When God saw what they did, how they turned from their evil ways, God repented from the calamity God had planned to bring upon them; and did not do it.
The word of God for the people of God; thanks be to God.
Spoken Word Reflection – Brothers
Reflection for Sunday, January 21, 2018 – Move!
We don’t hear this in the scripture reading above, but when God first spoke to Jonah, Jonah didn’t want to do what God told him, so he tried his best to run away from God.
When it comes to why we resent something (or someone), it’s not without cause, right?
Jonah’s reasons for feeling the way he did about the Ninevites were simple and commonly held among the Hebrew. The Ninevites were literally the arch-enemies of his people. They were ruthless, warlike, cruel, and didn’t worship God but multiple “gods”. Jonah could easily justify their destruction by God. Jonah would have, at least, been momentarily excited that God was finally going to give the Ninevites what Jonah believed they deserved for their treatment of the Hebrews – annihilation. But, instead, he did his best to run away from it. Why?
He could have feared for his own life if he traveled to and in Nineveh. It was commonly known those people were a threat just because they were those people.
He could have avoided God’s call because he wanted God to destroy the Ninevites and knew God was full of mercy and might spare them if they repented. After all, in Jonah and the Hebrew peoples’ minds, the Ninevites deserved destruction – not forgiveness. They were unforgivable. He might not have wanted to be responsible for any part of what some might consider “saving” the Ninevites.
Finally, He could have tried to avoid God’s call simply because he could not set aside his personal hatred of the Ninevites and the very idea of being anywhere near the Ninevites was unacceptable to him.
There’s more to Jonah’s story than just today’s scripture. There’s the trip on the boat from Joppa to Tarshish when Jonah first flee’s God’s call, God sends a storm, the sailors call on their own gods who fail them, then turn to Jonah who says, “Just throw me overboard (kill me now) and the seas will calm.”
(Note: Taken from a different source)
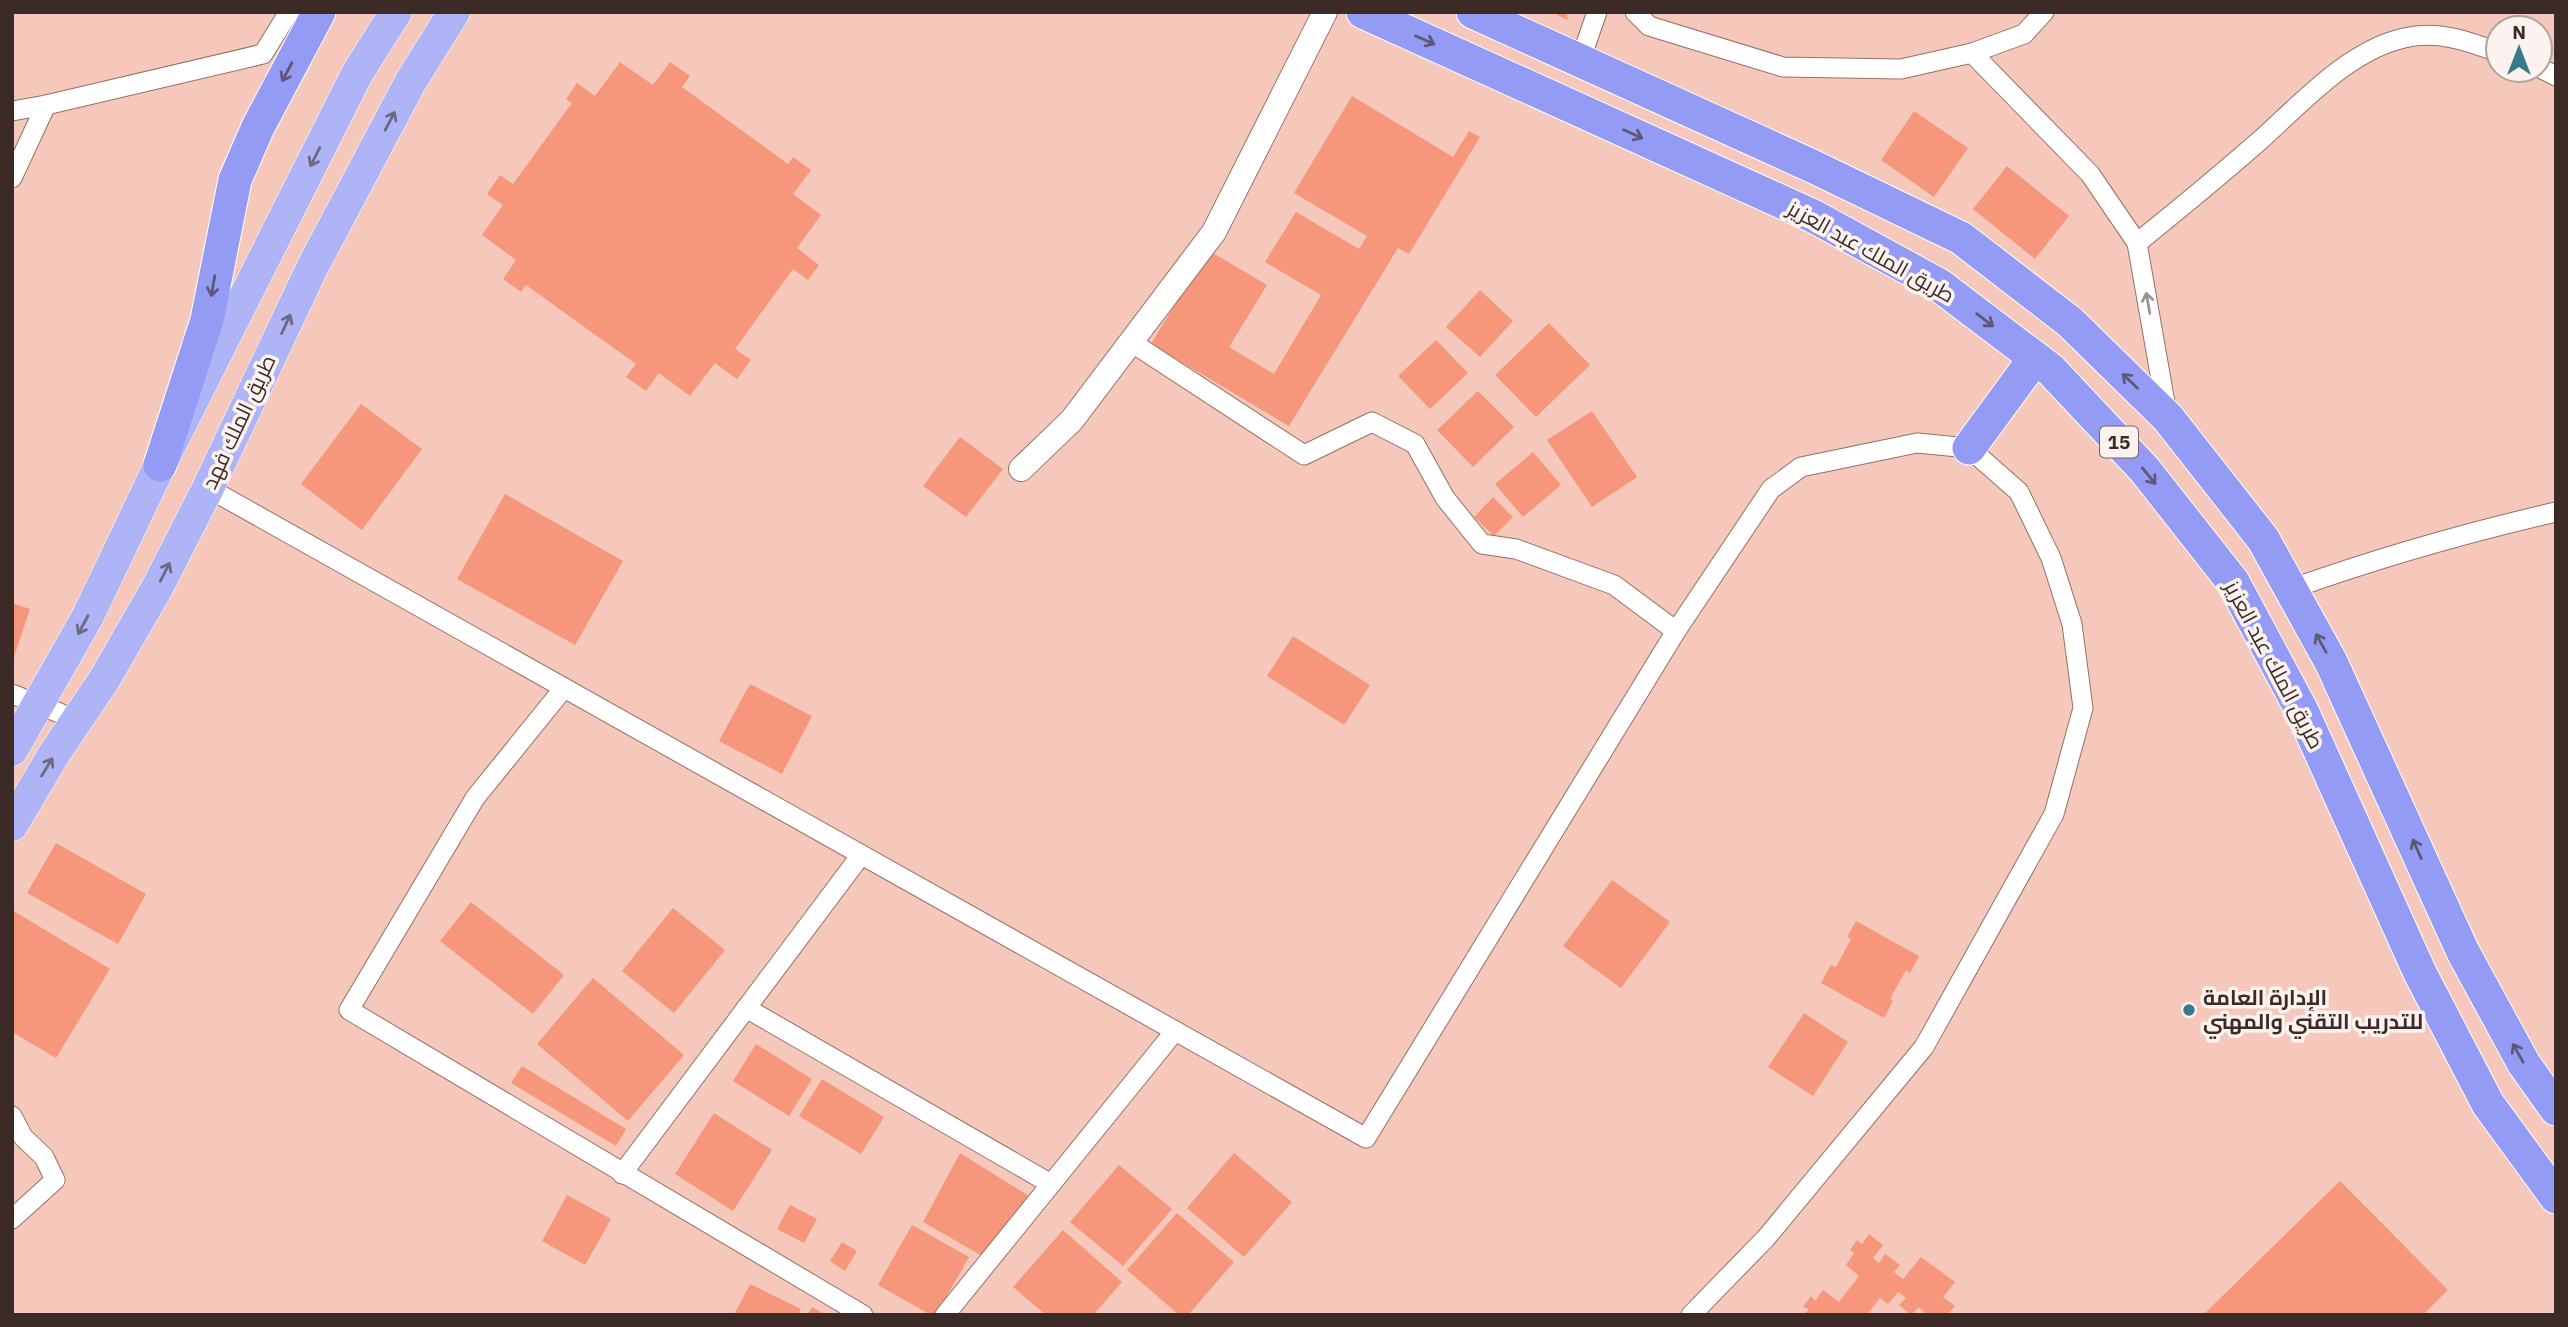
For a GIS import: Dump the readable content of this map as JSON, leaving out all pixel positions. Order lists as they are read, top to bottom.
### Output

An important part is when the sailors have finally thrown Jonah overboard, the seas calm, and then God sends the great big fish to swallow Jonah up. After three days, Jonah admits (to himself and God) that God could redeem anyone including someone who’d run as close to Sheol (hell) as Jonah had and agrees to go to Nineveh if God will just save him.
If we were to read the rest of Jonah’s story, we’d find out that, after finally doing what God called him to do causing the Ninevites to sincerely repent for which God forgave them, Jonah forgot everything he’d said in the belly of that fish and angrily complained to God.
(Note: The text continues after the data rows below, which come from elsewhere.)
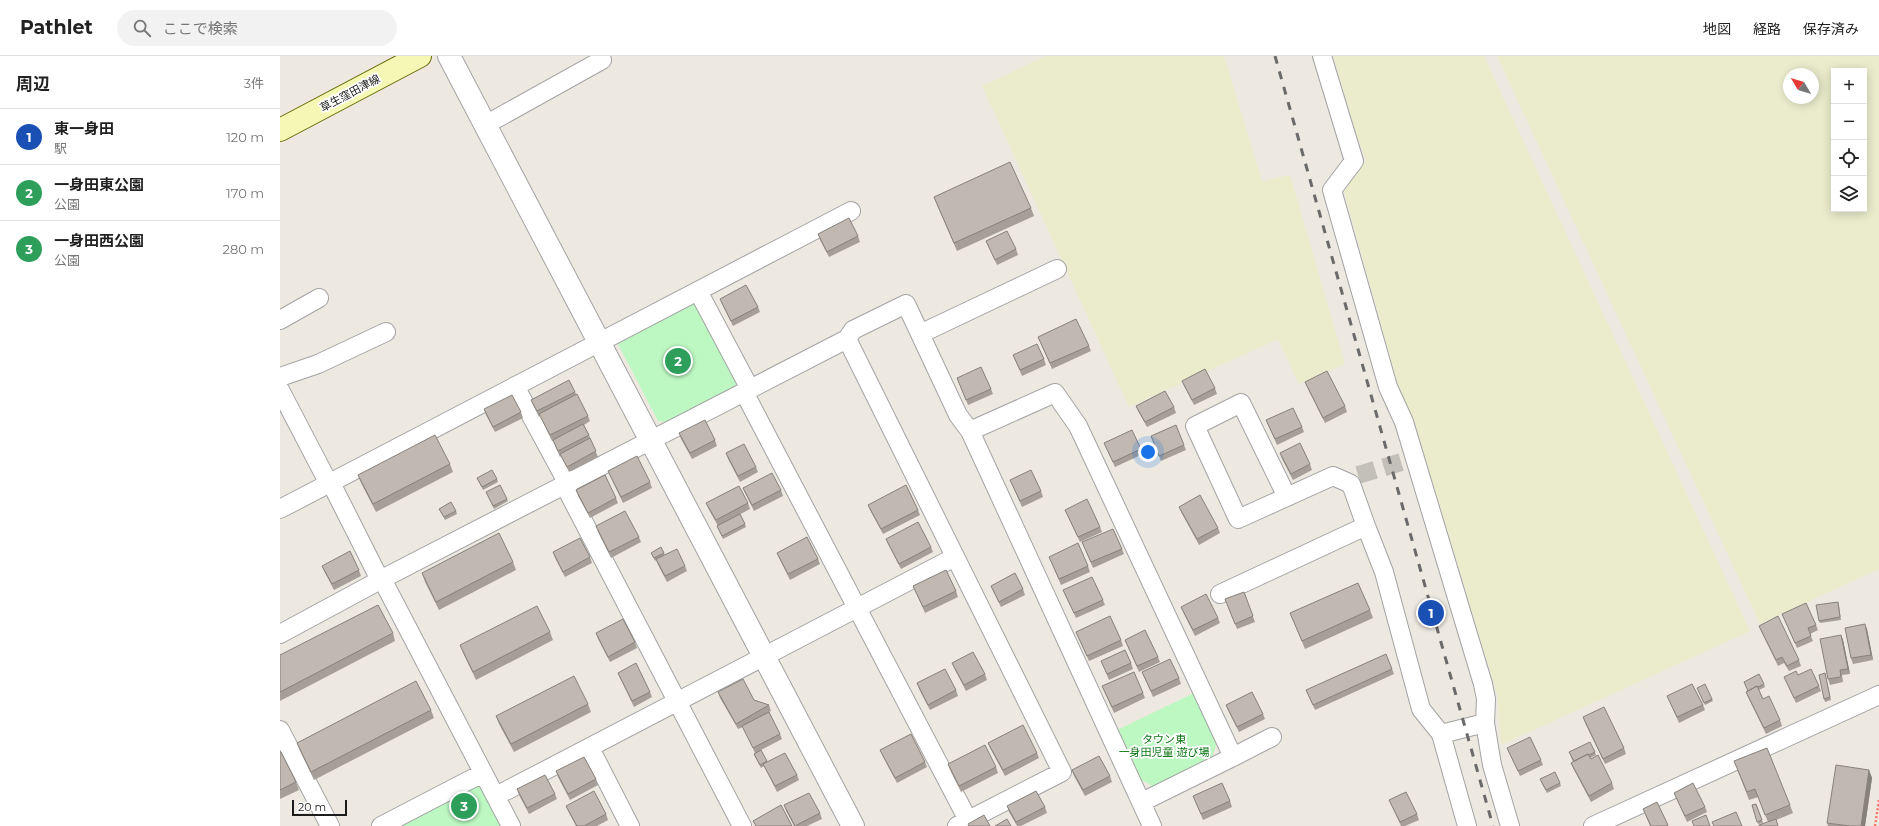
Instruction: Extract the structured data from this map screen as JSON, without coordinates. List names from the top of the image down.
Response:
{
  "streets": {
    "main road": ["草生窪田津線"]
  },
  "parks": ["タウン東 一身田児童 遊び場"],
  "scale_bar": "20 m",
  "north": "top left",
  "page": {
    "header": "Pathlet",
    "search": "ここで検索",
    "nav": ["地図", "経路", "保存済み"],
    "heading": ["周辺", "3件"],
    "map_buttons": ["+", "−"],
    "list": [
      {
        "mark": "1",
        "name": "東一身田",
        "note": "駅",
        "value": "120 m"
      },
      {
        "mark": "2",
        "name": "一身田東公園",
        "note": "公園",
        "value": "170 m"
      },
      {
        "mark": "3",
        "name": "一身田西公園",
        "note": "公園",
        "value": "280 m"
      }
    ],
    "pins": ["2", "1", "3"],
    "scale": "20 m"
  }
}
Poor Jonah! God did what Jonah knew God would do because Jonah understood who God was. God spared the Ninevites. And it flat ticked Jonah off. He was like, “Geez, God, just kill me now! The Ninevites? Really?”
God just said, “Is it right for you to be angry?” So Jonah stomped off to the desert outside the city, laid out his blanket, sat there, and waited “to see what would become of the city.”
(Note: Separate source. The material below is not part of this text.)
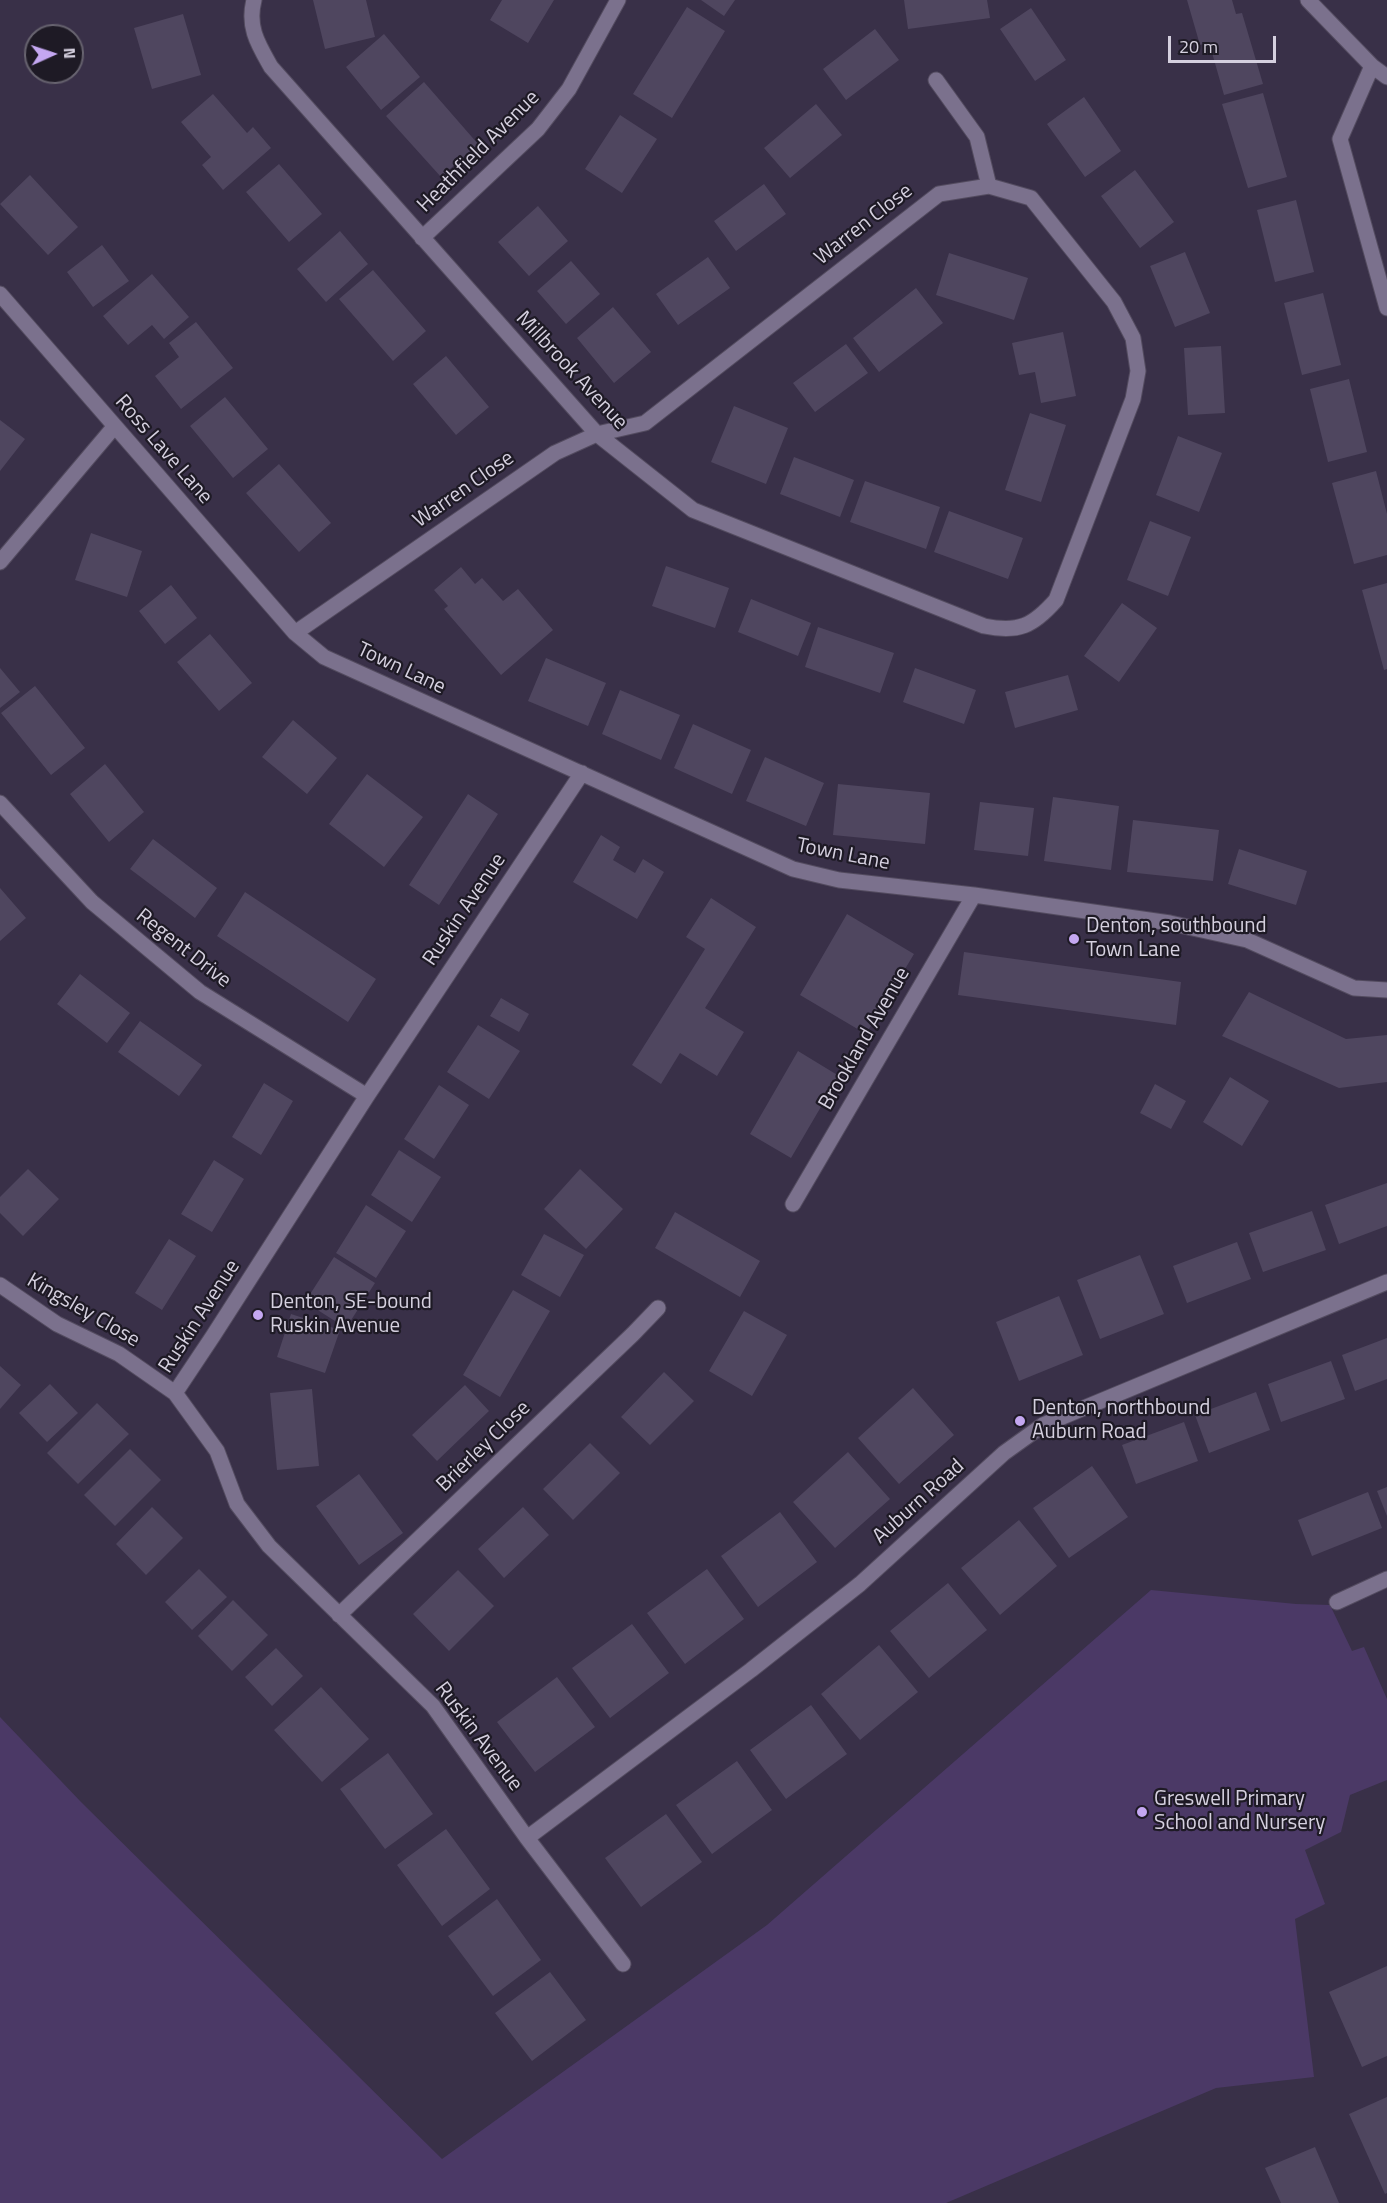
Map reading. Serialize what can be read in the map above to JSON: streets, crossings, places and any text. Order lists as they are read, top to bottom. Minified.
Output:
{"streets":{"street":["Heathfield Avenue","Warren Close","Millbrook Avenue","Ross Lave Lane","Town Lane","Ruskin Avenue","Regent Drive","Brookland Avenue","Kingsley Close","Brierley Close","Auburn Road"]},"crossings":[["Heathfield Avenue","Millbrook Avenue"],["Warren Close","Millbrook Avenue"],["Warren Close","Ross Lave Lane"],["Warren Close","Town Lane"],["Ross Lave Lane","Town Lane"],["Town Lane","Ruskin Avenue"],["Town Lane","Brookland Avenue"],["Ruskin Avenue","Regent Drive"],["Ruskin Avenue","Kingsley Close"],["Ruskin Avenue","Brierley Close"],["Ruskin Avenue","Auburn Road"]],"places":["Denton, southbound Town Lane","Denton, SE-bound Ruskin Avenue","Denton, northbound Auburn Road","Greswell Primary School and Nursery"],"scale_bar":"20 m","north":"right"}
Can you imagine what Jonah was thinking? “I know they’ll mess up. They’re godless Ninevites. This won’t last. They don’t deserve to live.”
God caused a bush to grow up overnight that shaded Jonah the next day, killed the bush with a worm the following night, then sent a hot east wind and clear sky so that the sun beat down on Jonah all the day after that.
Jonah would have been fit to be tied at this point, on top of suffering from heat exhaustion and possibly sun poisoning, so Jonah once against asked God to just let him die. God asked again if it was right for Jonah to be angry about the bush, and Jonah said: “Yes, angry enough to die. (Just kill me now.)”
And then, in the last two verses of the Book of Jonah, God spoke to Jonah one more time: “You are concerned about the bush that you didn’t work to nurture, didn’t grow because it came into being and then perished. You think I shouldn’t be concerned about Nineveh where there are more than 120,000 souls who do not know their right hand from their left, or that I should care about the animals in their care.”
There are a lot of lessons in the very short Book of Jonah: God uses disobedient believers to reach the unchurched, God gives second chances, God’s plans are greater than our own plans, God is God of all creation, not just those who believe and follow Him, but those who don’t know him at all and to all Earth’s creatures. Throughout the story, Jonah seems to fear God, but not to respect Him. And, throughout the story, Jonah puts Jonah ahead of God and God’s will.
God was speaking and told Jonah to move, to go and do. And even when Jonah disobeyed God and went in the opposite direction, God used Jonah’s disobedience, not just to move Jonah, but to move others.
The storm at sea caused a Gentile captain and crew of sailors to witness firsthand the power and forgiving nature of God as well as the failure of their own gods.
God spoke to the Ninevites (also Gentiles) through Jonah and they were moved to save themselves from destruction. They humbled themselves before God and turned to Him – an entire nation (group/tribe) of people.
God is speaking to us all the time, compelling us to move, whether it’s geographically or spiritually. It’s what we do when He speaks that matters. Will we, like Jonah, go the opposite direction, clinging to our own plans, our own ideology, our own judgment of those that He moves us to help or forgive or love or include, putting ourselves first? Will we only move if the move benefits us directly?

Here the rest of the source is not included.